I HAD toast for breakfast. Again.
There has to be something else in the world for breakfast besides toast. And don’t give me that stuff about muffins or crumpets because that’s just toast with the corners knocked off.
Nor will I accept arguments about cornflakes and various other basic cereals that have been processed into little peas or pillows, or coated with something palatable.
That’s no better than toast with milk, and all that does it make it go soggy.
My father had cornflakes for breakfast all his adult life until he died, aged 76.
Can you die of cornflakes?
Look, I am not looking for table dancers with my breakfast. I do not want it served by topless waitresses (even topless waitresses could do nothing for toast).
I just want variety!
I know I can swap the Vegemite for the peanut butter or the blackberry jam, but it’s still toast.
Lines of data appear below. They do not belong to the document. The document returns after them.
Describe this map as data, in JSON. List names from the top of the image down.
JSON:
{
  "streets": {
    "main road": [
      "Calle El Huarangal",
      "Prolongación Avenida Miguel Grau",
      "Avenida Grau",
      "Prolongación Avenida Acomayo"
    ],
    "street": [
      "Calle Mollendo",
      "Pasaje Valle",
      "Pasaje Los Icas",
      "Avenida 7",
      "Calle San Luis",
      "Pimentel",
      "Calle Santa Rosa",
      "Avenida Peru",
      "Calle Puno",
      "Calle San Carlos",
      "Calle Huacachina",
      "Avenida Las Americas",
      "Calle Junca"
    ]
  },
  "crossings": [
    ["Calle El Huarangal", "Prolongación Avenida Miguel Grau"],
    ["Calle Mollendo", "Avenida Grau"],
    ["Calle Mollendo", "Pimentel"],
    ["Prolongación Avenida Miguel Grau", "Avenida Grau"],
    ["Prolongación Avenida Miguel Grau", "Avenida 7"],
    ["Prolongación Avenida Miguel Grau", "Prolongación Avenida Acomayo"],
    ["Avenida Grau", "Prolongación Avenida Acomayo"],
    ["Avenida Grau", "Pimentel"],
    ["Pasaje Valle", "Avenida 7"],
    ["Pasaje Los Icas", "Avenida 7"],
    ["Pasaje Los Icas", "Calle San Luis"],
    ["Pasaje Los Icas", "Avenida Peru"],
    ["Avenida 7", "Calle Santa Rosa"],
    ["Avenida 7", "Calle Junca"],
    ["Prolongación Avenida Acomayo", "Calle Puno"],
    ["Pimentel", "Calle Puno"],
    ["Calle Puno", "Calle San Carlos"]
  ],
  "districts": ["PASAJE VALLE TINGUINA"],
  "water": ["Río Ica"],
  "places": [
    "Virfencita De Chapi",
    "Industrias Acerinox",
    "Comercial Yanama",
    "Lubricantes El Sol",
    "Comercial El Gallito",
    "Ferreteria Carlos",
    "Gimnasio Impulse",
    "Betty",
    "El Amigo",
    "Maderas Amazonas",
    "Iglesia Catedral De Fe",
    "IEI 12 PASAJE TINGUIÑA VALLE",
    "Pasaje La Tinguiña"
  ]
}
I got so desperate last week that I tried Vegemite and peanut butter on the same slice! (And actually it was quite yummy).
My wife offered me porridge yesterday because I was whingeing so much. Porridge, for heaven’s sake!
And I ate it!
I suppose it is something to do the modern living. We’re all under such pressure that we no longer have time for the traditional breakfasts. We can barely shove down a slice of toast before we’re bolting out the door and hurling ourselves onto the daily treadmill of life.
I suggested this to my wife. I won’t tell you what she said, but I think she was suggesting that although that might be the world’s excuse, it wouldn’t do for me.
I pity young people, I really do. Have you seen the cereal section of the supermarkets nowadays? It takes up a whole alley!
Whatever happened to steak and eggs? Or bacon and eggs? Or even boiled eggs with little fingers of delicately toasted bread? (Except that I wouldn’t want the damn toast).
What about the days of stewed prunes and sliced peaches? Where are the devilled kidneys and the kedgeree?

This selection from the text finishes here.